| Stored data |

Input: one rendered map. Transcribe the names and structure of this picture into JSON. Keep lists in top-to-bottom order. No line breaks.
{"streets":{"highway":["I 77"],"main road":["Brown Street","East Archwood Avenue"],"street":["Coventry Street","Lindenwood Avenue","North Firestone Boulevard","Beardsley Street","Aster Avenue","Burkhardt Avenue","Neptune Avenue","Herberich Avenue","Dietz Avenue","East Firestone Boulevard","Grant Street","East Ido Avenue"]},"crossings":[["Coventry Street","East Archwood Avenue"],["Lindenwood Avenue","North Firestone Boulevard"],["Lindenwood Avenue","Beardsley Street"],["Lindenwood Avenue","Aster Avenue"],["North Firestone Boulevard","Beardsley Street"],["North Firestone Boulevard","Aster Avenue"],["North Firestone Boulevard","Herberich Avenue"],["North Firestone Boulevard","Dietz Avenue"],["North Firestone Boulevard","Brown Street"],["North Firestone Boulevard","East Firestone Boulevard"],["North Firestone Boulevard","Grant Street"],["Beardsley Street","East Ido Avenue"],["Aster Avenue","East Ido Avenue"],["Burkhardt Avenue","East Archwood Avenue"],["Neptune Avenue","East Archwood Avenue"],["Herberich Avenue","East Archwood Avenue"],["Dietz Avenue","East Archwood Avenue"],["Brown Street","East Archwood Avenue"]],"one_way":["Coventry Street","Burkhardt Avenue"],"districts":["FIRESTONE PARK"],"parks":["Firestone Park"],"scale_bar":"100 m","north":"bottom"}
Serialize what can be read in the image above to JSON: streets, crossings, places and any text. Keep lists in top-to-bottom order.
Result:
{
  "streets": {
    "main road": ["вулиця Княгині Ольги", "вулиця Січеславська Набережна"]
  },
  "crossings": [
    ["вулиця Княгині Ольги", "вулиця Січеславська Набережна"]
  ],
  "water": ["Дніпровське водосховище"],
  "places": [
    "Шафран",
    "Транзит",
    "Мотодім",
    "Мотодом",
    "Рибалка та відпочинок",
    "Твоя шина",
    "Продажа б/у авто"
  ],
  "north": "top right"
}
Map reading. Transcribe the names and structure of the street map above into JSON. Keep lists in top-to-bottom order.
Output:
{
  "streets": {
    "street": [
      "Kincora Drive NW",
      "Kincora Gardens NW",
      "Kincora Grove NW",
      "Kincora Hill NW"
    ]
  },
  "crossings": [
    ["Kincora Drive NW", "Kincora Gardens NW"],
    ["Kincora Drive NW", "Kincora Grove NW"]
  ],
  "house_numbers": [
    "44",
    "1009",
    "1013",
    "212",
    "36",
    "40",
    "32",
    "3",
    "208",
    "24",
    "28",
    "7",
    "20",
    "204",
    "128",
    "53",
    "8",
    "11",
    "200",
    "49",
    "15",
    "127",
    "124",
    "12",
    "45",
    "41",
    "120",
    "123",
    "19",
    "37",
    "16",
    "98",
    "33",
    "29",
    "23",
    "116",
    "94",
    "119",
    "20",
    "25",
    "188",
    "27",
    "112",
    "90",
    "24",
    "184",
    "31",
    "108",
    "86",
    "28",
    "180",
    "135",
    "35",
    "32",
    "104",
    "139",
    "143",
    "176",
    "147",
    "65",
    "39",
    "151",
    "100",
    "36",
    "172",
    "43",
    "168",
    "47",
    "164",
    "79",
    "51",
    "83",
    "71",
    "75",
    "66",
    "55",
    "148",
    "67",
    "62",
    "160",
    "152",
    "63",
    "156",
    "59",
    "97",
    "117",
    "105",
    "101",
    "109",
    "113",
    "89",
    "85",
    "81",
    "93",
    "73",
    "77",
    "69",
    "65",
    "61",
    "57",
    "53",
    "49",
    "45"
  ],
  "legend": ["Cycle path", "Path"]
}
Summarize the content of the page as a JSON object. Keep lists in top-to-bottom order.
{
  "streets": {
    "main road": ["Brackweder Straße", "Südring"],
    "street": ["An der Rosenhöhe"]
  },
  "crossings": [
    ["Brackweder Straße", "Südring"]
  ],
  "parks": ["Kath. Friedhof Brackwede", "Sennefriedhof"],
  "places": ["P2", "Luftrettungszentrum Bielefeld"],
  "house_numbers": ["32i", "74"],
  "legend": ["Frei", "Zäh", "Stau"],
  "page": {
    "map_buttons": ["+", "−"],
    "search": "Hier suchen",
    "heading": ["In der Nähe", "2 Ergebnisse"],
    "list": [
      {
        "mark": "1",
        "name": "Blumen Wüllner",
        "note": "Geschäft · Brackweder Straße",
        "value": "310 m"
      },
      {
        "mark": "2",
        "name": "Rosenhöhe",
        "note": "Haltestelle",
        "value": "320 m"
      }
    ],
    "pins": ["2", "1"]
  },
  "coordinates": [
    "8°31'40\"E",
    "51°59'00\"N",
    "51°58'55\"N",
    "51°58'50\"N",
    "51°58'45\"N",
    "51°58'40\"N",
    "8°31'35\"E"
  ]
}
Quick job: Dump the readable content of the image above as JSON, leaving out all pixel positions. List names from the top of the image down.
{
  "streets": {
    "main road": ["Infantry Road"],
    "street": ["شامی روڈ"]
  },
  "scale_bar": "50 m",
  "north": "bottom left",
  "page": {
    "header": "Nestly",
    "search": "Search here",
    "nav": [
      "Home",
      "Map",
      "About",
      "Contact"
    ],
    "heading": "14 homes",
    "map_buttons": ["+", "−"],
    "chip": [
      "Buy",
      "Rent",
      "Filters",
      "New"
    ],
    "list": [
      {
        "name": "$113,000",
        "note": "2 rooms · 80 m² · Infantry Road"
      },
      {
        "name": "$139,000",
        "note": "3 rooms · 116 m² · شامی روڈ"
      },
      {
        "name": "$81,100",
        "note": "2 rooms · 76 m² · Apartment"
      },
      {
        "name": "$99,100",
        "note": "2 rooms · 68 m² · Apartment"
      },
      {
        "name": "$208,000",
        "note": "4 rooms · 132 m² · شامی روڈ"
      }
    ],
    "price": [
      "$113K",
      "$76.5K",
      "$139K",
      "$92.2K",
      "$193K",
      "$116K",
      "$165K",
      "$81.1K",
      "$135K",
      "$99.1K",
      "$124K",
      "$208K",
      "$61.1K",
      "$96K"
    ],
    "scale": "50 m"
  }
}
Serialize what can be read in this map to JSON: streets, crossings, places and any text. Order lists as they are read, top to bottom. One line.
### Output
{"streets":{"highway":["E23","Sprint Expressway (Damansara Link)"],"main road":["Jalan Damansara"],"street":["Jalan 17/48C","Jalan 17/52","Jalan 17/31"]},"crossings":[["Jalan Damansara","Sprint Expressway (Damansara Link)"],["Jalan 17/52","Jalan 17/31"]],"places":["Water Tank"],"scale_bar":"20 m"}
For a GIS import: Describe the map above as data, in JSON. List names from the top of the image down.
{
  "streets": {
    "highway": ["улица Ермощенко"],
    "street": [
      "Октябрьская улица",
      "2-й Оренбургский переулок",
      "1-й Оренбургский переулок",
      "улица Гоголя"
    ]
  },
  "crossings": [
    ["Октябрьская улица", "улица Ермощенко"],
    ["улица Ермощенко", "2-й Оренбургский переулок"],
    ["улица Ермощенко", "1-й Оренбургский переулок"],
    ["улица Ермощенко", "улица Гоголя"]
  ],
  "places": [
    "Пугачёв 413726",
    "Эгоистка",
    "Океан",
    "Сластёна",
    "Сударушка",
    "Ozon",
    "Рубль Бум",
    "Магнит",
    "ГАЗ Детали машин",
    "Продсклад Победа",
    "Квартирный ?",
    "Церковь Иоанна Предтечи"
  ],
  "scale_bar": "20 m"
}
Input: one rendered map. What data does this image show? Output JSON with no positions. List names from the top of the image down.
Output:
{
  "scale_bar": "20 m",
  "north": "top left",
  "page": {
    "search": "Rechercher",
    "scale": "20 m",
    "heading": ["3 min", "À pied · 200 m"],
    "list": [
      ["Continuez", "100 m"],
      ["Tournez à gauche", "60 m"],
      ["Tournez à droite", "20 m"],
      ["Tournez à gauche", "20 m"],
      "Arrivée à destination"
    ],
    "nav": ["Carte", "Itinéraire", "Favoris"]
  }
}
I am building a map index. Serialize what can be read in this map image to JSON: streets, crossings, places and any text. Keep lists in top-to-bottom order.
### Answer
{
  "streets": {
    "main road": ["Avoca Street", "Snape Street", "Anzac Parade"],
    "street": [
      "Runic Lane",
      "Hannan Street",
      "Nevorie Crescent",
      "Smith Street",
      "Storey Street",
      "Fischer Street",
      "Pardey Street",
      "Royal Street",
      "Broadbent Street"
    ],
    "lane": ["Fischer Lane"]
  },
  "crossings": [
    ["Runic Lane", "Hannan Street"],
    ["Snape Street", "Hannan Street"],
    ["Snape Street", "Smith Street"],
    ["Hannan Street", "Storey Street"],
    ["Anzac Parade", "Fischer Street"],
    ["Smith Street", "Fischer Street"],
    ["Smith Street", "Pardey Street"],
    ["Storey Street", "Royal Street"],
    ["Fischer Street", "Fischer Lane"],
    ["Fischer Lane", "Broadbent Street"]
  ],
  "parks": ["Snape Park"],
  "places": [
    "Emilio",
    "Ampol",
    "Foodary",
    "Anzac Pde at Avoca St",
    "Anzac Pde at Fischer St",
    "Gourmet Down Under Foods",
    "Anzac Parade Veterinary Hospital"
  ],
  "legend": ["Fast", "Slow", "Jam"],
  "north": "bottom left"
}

| TASK DETAILS |
Please report the number of lines in the data that include "Княгині", with no other words.

| SOLUTION TO THE PROBLEM |
2